An unauthorised encampment is where any person camps in caravans, vans, trailers or any other moveable accommodation on land that they do not own, and where they do not have permission to reside.

Does the Council or Police have a duty to move travellers when they are camped without the landowner’s permission?

No. For encampments on privately owned land the local Council will expect the landowners to decide on the appropriate action, including seeking an eviction order from the County Court if appropriate. The Council will not normally act for private landowners under these circumstances.

What about trespass?

The duty of the Police is to preserve the peace and prevent crime. Trespass on land itself is not a crime – it is a civil matter. Prevention of trespass is the responsibility of the landowner.

Where people are camped without the landowner’s permission, when can the Police move them on?

The Police may activate their powers under section 61 of the Criminal Justice and Public Order Act 1994 to require gypsies/travellers to leave.

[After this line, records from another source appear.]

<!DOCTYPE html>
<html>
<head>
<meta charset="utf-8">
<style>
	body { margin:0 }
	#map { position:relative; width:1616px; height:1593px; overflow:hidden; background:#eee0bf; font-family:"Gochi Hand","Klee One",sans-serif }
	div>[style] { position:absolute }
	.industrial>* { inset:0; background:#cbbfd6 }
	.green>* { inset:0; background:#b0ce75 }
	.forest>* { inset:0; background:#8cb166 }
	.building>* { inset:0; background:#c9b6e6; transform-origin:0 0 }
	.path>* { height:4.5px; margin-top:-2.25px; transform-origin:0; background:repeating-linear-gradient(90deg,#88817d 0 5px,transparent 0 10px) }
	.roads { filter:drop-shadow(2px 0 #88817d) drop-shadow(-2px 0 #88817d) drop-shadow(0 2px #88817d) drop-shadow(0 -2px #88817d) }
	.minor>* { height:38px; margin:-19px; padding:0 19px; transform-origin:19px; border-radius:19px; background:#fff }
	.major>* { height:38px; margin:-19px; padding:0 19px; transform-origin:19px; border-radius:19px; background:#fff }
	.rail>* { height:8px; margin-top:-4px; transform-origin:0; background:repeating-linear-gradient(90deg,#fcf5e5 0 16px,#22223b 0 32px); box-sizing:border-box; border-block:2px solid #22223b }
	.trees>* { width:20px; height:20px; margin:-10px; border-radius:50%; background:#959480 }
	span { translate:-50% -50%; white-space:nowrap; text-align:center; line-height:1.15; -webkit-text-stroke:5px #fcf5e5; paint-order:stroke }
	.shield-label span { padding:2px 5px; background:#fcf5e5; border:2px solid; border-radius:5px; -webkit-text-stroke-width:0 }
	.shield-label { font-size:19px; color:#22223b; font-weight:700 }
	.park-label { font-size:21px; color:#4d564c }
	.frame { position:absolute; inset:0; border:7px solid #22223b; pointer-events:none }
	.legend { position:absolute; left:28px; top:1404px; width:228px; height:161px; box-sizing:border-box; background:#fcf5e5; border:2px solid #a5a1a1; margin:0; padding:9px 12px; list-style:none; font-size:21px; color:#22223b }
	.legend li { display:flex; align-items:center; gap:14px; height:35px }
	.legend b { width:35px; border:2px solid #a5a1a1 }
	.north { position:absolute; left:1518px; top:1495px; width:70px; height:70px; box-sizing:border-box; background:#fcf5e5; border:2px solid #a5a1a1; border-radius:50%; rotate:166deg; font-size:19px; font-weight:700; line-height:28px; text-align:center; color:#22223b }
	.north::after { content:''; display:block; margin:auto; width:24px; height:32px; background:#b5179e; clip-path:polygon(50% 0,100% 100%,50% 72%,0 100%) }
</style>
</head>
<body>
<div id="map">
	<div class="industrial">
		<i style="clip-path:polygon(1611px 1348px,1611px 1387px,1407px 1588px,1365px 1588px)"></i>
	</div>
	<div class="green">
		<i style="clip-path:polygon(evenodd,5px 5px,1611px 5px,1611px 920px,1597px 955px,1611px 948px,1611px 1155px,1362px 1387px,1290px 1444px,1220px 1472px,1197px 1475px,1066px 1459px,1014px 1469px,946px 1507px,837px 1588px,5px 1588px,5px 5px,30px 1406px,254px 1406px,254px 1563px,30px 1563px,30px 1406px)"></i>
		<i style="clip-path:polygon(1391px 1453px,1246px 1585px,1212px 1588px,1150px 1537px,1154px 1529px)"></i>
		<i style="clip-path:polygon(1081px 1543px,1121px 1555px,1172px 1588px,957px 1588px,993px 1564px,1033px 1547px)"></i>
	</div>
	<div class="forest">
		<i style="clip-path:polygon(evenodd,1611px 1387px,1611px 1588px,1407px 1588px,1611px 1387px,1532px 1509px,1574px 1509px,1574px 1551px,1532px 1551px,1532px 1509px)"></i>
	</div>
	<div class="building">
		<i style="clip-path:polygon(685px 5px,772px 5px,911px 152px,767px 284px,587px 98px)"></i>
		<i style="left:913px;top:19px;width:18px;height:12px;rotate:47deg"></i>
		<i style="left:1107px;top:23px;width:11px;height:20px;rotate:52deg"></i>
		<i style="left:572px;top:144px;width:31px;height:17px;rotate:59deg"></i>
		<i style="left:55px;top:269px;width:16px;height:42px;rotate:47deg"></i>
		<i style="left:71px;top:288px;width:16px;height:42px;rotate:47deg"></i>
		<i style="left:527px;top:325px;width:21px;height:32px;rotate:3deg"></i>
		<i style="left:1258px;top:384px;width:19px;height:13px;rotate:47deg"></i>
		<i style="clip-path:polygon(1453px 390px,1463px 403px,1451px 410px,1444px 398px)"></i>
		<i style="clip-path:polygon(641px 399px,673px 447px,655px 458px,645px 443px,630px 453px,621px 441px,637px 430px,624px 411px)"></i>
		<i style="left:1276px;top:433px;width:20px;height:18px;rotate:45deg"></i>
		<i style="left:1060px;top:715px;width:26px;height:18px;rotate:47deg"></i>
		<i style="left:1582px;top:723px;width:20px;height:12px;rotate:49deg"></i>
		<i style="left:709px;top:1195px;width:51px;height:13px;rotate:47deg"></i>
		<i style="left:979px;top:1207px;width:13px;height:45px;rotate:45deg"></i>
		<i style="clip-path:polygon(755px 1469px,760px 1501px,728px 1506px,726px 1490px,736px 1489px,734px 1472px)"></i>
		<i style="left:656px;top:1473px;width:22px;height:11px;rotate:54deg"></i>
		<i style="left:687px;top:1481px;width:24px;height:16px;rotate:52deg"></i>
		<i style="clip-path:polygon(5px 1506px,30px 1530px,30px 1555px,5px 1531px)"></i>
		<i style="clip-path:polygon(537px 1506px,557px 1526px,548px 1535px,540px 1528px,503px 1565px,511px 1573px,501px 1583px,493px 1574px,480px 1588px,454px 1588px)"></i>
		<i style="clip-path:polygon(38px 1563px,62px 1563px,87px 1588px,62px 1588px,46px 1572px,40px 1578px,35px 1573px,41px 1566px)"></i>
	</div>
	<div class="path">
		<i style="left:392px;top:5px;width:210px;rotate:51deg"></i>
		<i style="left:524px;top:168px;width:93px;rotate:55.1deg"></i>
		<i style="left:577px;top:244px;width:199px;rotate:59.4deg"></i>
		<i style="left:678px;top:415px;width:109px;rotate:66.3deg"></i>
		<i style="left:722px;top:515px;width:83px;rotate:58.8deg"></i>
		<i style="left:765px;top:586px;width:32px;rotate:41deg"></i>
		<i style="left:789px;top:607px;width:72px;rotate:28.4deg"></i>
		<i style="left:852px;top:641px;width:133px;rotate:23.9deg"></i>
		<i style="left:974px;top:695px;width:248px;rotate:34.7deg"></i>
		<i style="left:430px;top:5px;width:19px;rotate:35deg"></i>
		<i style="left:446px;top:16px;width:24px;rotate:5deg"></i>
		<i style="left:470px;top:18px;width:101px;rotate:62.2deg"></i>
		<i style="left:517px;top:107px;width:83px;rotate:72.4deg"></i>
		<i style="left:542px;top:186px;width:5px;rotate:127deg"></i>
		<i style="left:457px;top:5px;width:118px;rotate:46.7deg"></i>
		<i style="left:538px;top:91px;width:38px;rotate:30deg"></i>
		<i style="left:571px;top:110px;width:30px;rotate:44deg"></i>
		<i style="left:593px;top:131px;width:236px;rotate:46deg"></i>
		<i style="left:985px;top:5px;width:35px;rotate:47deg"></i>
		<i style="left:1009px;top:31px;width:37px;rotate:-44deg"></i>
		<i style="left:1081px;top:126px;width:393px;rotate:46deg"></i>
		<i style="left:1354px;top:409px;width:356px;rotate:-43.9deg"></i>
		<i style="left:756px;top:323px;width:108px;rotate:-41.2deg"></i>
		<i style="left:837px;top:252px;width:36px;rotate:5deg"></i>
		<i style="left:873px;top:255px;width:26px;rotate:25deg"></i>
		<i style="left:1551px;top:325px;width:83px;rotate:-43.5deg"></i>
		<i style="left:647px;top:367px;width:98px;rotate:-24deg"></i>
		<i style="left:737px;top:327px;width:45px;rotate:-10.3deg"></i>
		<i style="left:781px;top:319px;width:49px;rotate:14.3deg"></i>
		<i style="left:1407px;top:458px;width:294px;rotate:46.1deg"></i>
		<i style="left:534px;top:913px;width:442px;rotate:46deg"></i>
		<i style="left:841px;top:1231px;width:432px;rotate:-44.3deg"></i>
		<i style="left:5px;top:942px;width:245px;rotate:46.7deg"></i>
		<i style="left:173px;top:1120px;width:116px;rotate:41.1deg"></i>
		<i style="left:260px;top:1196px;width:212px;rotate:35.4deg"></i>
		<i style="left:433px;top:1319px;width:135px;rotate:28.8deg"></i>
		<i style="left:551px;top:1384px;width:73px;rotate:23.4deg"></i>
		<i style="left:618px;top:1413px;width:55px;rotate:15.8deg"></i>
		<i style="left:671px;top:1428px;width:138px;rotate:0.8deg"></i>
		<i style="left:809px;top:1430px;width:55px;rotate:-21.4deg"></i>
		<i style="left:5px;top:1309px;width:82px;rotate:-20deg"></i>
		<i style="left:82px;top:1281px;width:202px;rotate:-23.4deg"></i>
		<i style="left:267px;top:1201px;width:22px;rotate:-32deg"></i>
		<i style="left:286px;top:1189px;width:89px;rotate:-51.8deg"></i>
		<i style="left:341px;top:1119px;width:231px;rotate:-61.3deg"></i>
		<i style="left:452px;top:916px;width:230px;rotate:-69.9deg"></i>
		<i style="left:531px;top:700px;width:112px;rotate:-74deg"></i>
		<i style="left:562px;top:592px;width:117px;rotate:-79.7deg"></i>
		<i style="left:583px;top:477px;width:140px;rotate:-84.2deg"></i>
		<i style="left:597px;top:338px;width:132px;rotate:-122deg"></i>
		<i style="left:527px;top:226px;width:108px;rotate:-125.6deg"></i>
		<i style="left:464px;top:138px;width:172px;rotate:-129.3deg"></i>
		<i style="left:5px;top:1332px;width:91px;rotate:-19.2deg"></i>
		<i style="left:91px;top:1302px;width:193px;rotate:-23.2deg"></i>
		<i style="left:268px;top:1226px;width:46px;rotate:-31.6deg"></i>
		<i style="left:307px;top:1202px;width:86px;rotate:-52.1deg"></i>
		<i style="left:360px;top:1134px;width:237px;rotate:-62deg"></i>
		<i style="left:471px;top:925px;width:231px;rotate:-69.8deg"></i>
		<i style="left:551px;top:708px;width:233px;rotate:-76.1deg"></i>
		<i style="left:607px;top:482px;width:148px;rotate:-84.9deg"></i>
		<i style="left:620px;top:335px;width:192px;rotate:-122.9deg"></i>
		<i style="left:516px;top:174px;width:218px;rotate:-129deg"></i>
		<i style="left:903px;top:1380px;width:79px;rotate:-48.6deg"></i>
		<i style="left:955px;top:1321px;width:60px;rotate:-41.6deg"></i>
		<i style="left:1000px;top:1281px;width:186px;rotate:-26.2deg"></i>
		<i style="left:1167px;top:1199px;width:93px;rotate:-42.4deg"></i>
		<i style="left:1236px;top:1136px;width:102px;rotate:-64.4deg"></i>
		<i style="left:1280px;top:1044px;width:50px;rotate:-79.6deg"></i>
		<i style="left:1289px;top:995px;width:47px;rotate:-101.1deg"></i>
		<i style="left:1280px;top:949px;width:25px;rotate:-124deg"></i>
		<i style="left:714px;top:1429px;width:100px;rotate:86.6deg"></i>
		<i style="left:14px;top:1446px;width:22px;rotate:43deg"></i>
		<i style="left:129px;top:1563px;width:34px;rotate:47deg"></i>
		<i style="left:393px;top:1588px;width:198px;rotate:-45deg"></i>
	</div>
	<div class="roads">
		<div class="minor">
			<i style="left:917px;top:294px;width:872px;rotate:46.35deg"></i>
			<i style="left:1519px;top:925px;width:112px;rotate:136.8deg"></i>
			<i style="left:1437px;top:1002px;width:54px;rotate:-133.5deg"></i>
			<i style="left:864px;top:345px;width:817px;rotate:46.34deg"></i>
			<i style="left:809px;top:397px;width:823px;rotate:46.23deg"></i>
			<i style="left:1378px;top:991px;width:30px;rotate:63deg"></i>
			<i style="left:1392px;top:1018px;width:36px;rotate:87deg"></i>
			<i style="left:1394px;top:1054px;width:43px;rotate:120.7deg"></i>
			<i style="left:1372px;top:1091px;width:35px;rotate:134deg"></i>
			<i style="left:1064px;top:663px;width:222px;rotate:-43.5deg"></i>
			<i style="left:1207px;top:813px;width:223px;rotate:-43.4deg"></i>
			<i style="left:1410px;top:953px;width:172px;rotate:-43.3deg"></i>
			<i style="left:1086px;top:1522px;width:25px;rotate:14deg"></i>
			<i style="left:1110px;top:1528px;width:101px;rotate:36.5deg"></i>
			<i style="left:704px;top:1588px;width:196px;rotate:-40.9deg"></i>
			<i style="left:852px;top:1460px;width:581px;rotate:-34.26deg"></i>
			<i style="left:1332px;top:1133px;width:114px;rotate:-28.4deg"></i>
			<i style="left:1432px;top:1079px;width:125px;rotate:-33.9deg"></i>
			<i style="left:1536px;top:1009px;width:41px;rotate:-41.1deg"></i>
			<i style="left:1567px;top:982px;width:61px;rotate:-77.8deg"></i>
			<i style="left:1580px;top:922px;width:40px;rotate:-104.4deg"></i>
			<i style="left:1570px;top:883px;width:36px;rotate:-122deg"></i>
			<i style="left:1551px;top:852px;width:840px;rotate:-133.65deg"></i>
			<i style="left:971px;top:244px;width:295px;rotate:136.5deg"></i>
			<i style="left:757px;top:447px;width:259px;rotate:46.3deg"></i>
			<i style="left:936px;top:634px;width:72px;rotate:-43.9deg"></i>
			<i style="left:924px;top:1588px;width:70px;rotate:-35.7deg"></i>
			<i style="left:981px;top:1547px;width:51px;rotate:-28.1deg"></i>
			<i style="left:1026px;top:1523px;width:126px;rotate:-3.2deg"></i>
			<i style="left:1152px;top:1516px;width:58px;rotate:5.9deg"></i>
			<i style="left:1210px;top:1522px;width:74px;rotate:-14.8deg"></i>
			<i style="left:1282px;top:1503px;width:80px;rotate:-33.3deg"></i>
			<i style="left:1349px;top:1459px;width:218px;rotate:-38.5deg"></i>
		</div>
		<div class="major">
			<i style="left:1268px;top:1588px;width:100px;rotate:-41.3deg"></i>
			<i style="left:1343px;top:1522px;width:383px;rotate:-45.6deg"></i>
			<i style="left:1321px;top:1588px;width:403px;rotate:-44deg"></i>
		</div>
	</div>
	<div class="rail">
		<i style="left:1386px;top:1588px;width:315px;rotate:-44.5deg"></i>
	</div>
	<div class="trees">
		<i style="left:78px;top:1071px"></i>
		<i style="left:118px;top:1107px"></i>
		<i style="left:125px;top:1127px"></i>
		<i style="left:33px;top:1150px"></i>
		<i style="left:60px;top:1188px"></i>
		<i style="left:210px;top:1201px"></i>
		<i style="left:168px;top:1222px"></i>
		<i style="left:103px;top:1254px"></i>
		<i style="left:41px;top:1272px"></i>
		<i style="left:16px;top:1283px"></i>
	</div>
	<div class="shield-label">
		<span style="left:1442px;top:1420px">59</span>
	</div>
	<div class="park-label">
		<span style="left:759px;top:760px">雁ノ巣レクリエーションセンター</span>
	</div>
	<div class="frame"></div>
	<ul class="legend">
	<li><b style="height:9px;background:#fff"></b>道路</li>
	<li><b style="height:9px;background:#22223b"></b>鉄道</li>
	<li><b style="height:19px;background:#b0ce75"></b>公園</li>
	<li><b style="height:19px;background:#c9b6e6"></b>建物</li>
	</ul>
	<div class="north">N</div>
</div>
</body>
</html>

The Police are able to activate these powers where they are satisfied that two or more people are trespassing on the land, and the landowner has taken reasonable steps to make them leave (and they have failed to do so). In addition, one of the following also has to apply:

  • damage has been caused to the land or property, or
  • threatening / abusive / insulting behaviour has been used against the occupier, his family or agent, or
  • the trespassers have six or more vehicles.

Where people are camped without the landowner’s permission, when can the Council move them on?

If gypsies/travellers occupy council land, the local Council can recover possession of their land by either seeking a County Court Order, or by using powers in the Criminal Justice and Public Order Act 1994 to direct the occupants to leave. If they are on private land, it is usually the landowner’s responsibility.

Can the Council remove gypsies/travellers from Council owned land immediately?

No, the local Council must:

  • Visit the site and carry out a preliminary welfare assessment.
  • Advise relevant partner agencies of the encampment. Where necessary a copy of the welfare assessment will be sent to the relevant welfare agencies (E.G. Primary Care Trust, Adult Care Services, and Housing Teams where the Gypsies/Travellers have requested re-housing) so that they can determine what services may need to be provided.
  • Establish the ownership of the land.

The local Council’s action will depend on an assessment of the information gathered and in all cases the Council’s response must be reasonable and proportionate.

When eviction is to be undertaken, how long will it take for the gypsies/travellers to be removed?

This will depend upon the circumstances of each individual case. The local Council will need to take into account, the issues outlined above.

What can I do if unauthorised encampments occur on my land?

The local Council will not usually take action to evict where there is an unauthorised encampment on privately owned land. Council’s will notify the owner of the land and provide information on how to effectively manage unauthorised encampments and the powers available to landowners to recover possession of their land.

Where the owner does not take action to recover the land the Council may consider planning enforcement powers against the landowner. Where the encampment is giving rise to serious disruption or a nuisance, a Council will usually discuss possible solutions with the local Police.